In early February I was in Austin, Texas to conduct some sales skill workshops for State Auto associates. The workshops went great and when they concluded I celebrated with a couple of coworkers by going down to Austin’s famous Sixth Street for dinner and to take in the historic sites.
If you’ve not been to Sixth Street it’s akin to South Beach minus the incredible wealth and palm trees you see on display at South Beach. There are restaurants, bars, live music and people galore. If you enjoy people watching it’s hard to imagine a place where you could see more diversity than Sixth Street.As my two friends and I walked around after dinner, taking in the scenery, I was approached by a panhandler who shoved an old rose toward me and asked, “A rose for the lady?” There was no indication he was selling them and I knew he wanted me to think it was a gift. Nonetheless, I declined his offer because generally I only give flowers to my wife or daughter.
He shifted his attempt to the other man in the group but his response was, “I don’t think that would be appropriate, she’s my boss.” Because it takes three strikes before you’re out he pressed the rose towards the lady who was with us.

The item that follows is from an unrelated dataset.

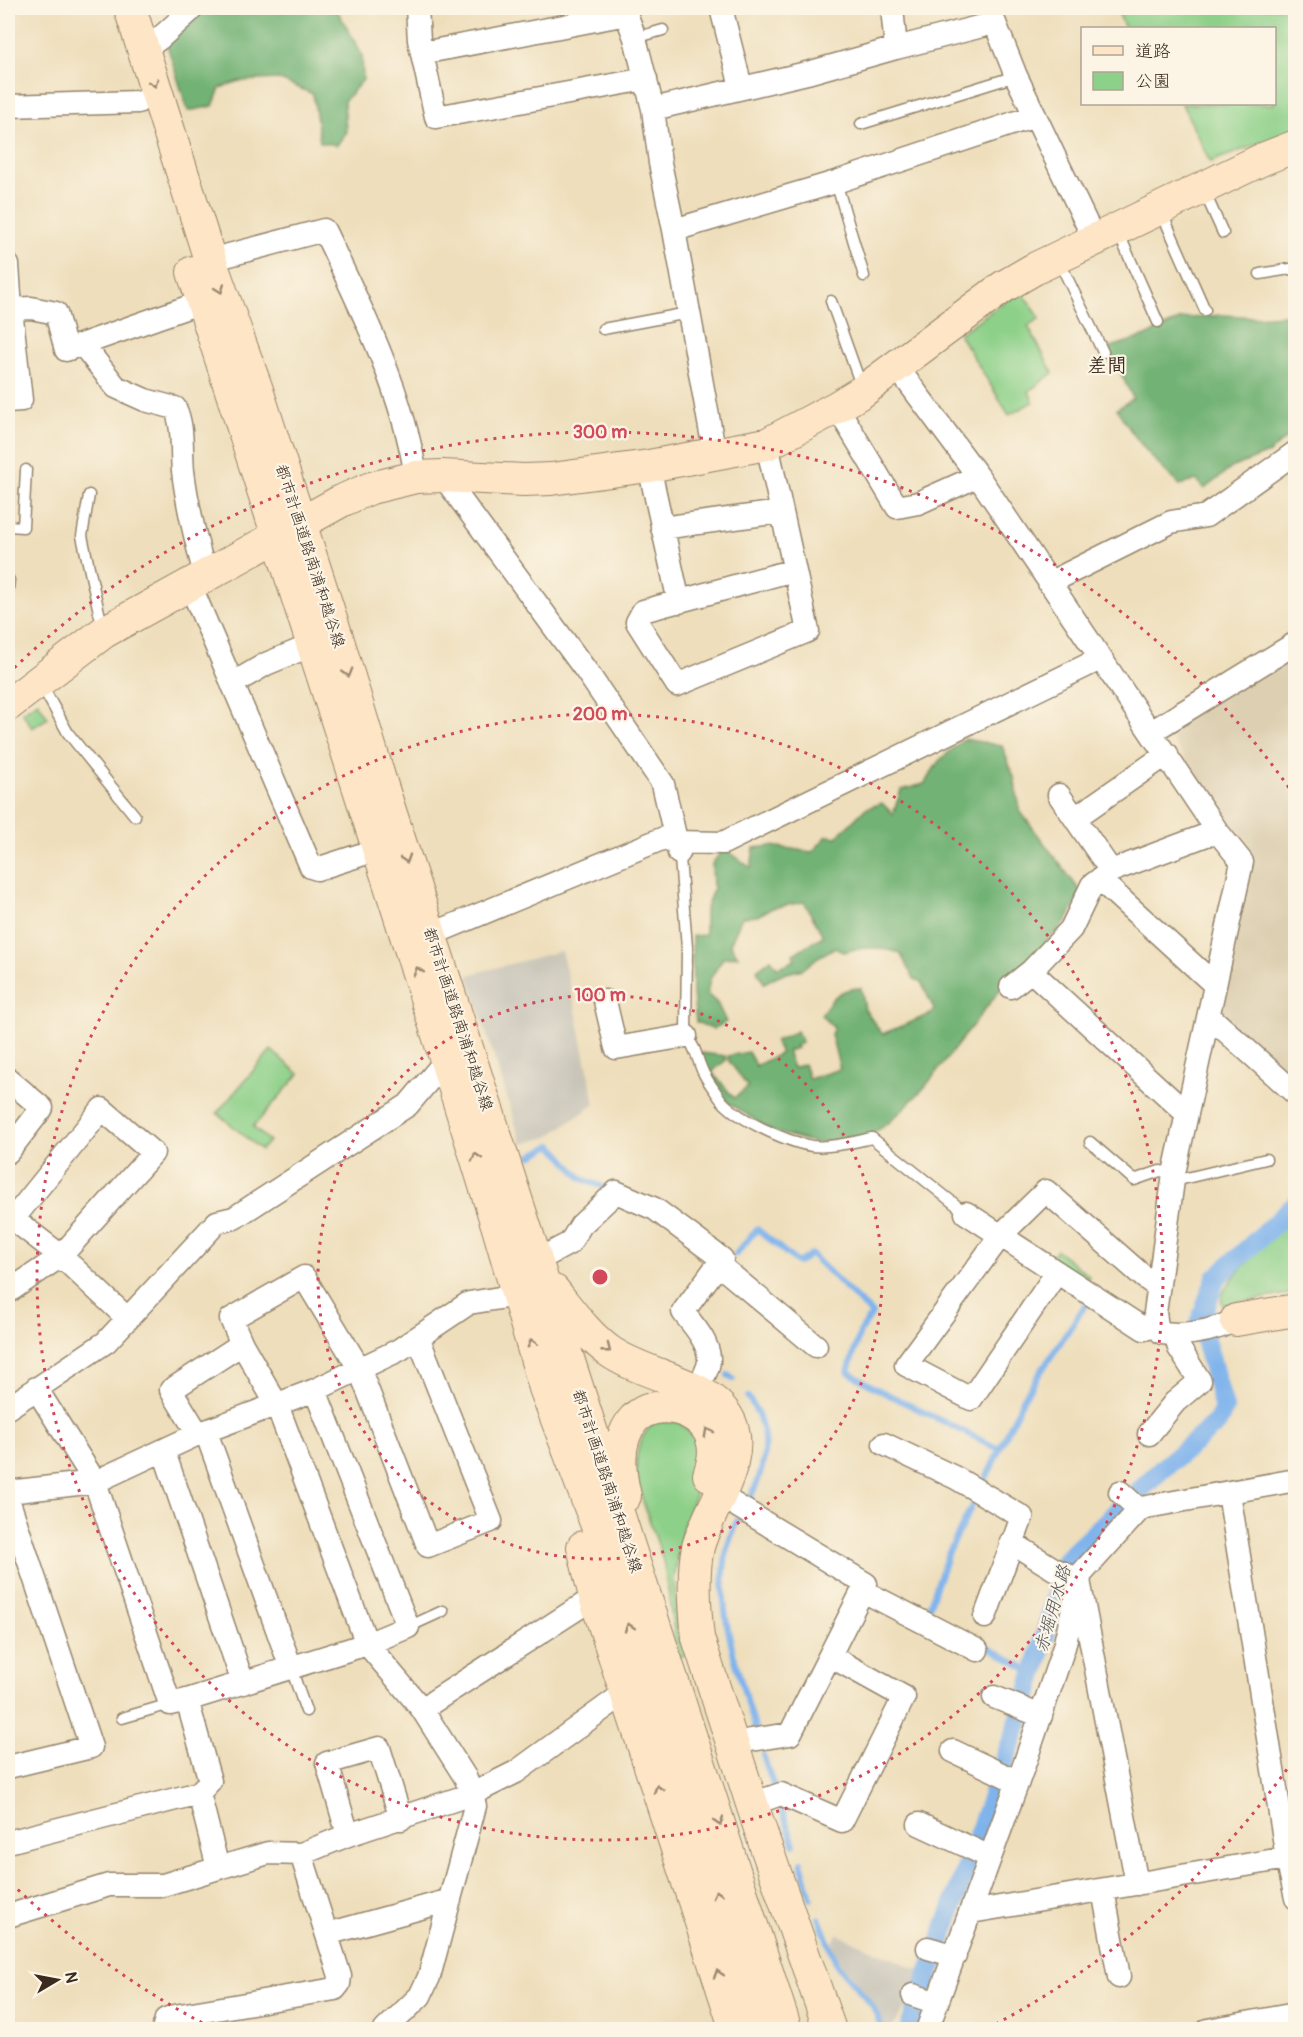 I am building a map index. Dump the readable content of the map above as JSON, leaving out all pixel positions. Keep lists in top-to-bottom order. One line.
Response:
{"streets":{"street":["都市計画道路南浦和越谷線"]},"districts":["差間"],"water":["赤堀用水路"],"legend":["道路","公園"],"north":"right","rings":["300 m","200 m","100 m"]}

She’d not seen or heard the original offers so when she turned around she took the rose and thanked him.
Game on because next he asked for money. She politely declined but he persisted for a bit as we walked away and then he left after several more refusals. A few moments later he was behind us again and this time it looked like there might be one or two others with him. We were on a busy street with lots of other people but nonetheless it was uncomfortable and immediately she gave the rose back saying, “Here, you can have it back.” They stayed near us for a short time then soon enough they were gone.
So what happened? The panhandler knew exactly what he was doing. He might not be familiar with the term “reciprocity” but he knew how the psychology behind it worked and that’s how he eked out a small living.Reciprocity dictates that people “return the favor” so to speak. If I do something for you then you probably feel like you owe me something in return if you’re like most people. In the same way charities engage reciprocity by giving you mailing labels with the hope that you’ll give a financial gift in return, the panhandler was giving to get. The big difference between the charity and panhandler is it’s easier to say “No thanks” to an anonymous mailer than it is to a person, especially when they’re staring you in the eye. And even though it’s easier to say "no" to the mailing labels, donations typically double when charitable organization use them!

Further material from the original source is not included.